By Tyrone Burke
Photos by Chris Roussakis
A child’s brain is plastic. Just as a fluid polymer can be moulded to take any shape, the human brain changes to meet different developmental needs as a child matures.
Or at least it’s supposed to.
Neuroplasticity – a process in which the brain reorganizes its networks of neurons — is deeply impacted by interaction with our environment. The brain’s ability to make these adaptations is at its peak in infancy. As babies rapidly acquire language, communication and memory-dependent skills, the way their neurons communicate with each other changes to optimize learning.
But when infants suffer seizures during critical periods of development, their brain chemistry can be permanently altered, impacting how neurons are able to organize themselves over the long term.
It’s a lasting impairment that may be a root cause of some cases of autism and intellectual disability.
“It’s a double-edged sword,” says Carleton University’s Hongyu Sun, an assistant professor in the Department of Neuroscience. “The brain’s high level of plasticity may increase its susceptibility to adverse neurological experiences like seizures.”
Sun’s five-year, $2.5 million Canada Research Chair in Developmental Neuroscience is seeking a better understanding of how seizures impact brain development during the first weeks of life.
Preventing the Onset of Neurological Disorders
Through a series of behavioural tests, he will explore effects on cognitive ability, but the project goes further than that. It will explore how light waves could bring irregular patterns of brain activity back to normal, possibly preventing the onset of common neurological disorders.
Seizures are abrupt surges of electrical activity in the brain, with synapses firing at extreme rates. Infants who suffer them develop intellectual disabilities at more than 10 times the normal rate.
More than a third of children with autism had seizures as infants.
Neuroscientists have long assumed that most neurons in seizure-affected areas of the brain fire simultaneously – and research methods have reflected this, typically analyzing random samples.
Sun’s lab has shown that a specific group of neurons in the hippocampus – a region of the brain that forms memories of experienced events — become hyper-excited after seizures in the first weeks of life. His new research will zero in on those neurons to better understand what is occurring to them.
He hypothesizes that the process of synaptogenesis – the creation of networks that enable neurons to transmit signals – is disrupted, and that the effects are long-lasting.

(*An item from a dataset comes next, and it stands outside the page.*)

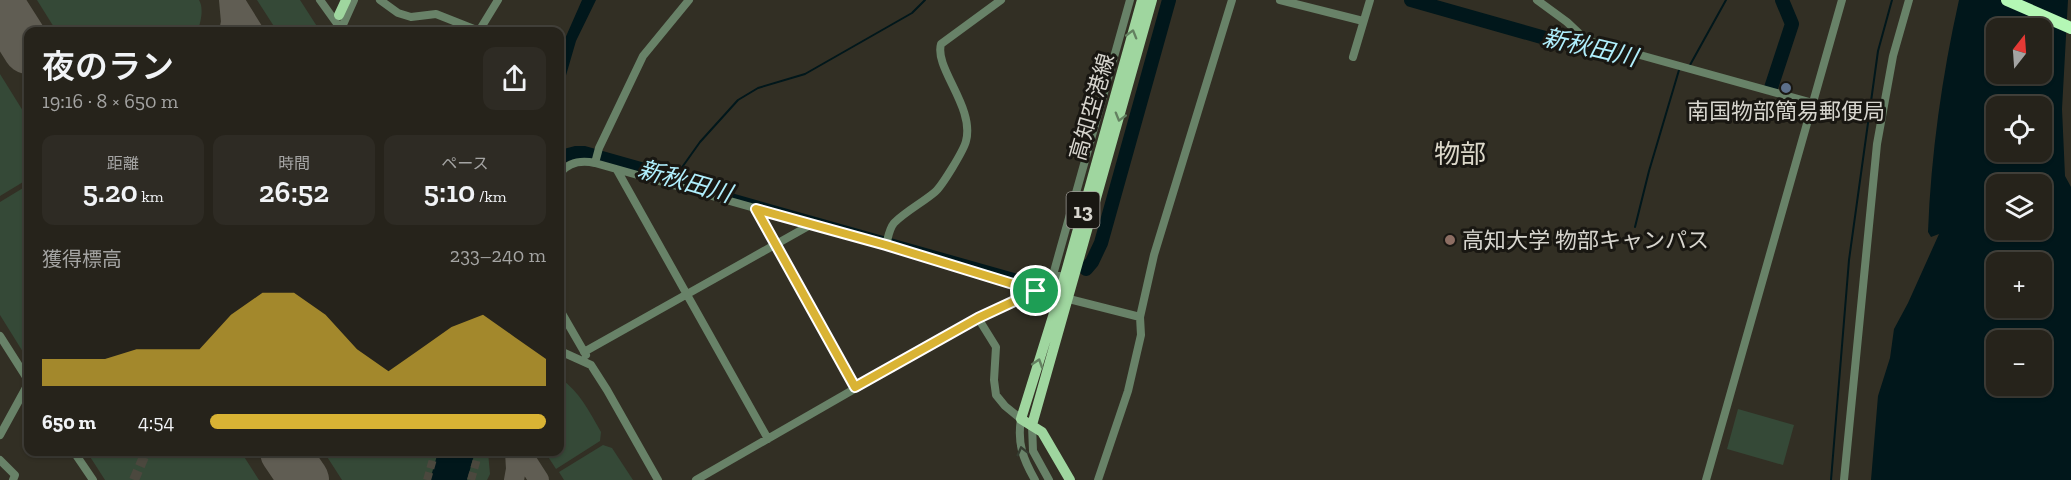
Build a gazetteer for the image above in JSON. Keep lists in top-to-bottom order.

Some brain development occurs regardless of a child’s interaction with their environment, but other development depends on sensory experiences. Known as activity–dependent development, it is this that Sun believes seizures impair.
“I’ve been amazed by the power of the immature brain since my early academic career,” he says. “During early life, the brain can create up to 1,000 neural connections in a second through an experience dependent manner. Seizures affect optimal brain function for the rest of life.”
Sun is seeking to nip this problem in the bud.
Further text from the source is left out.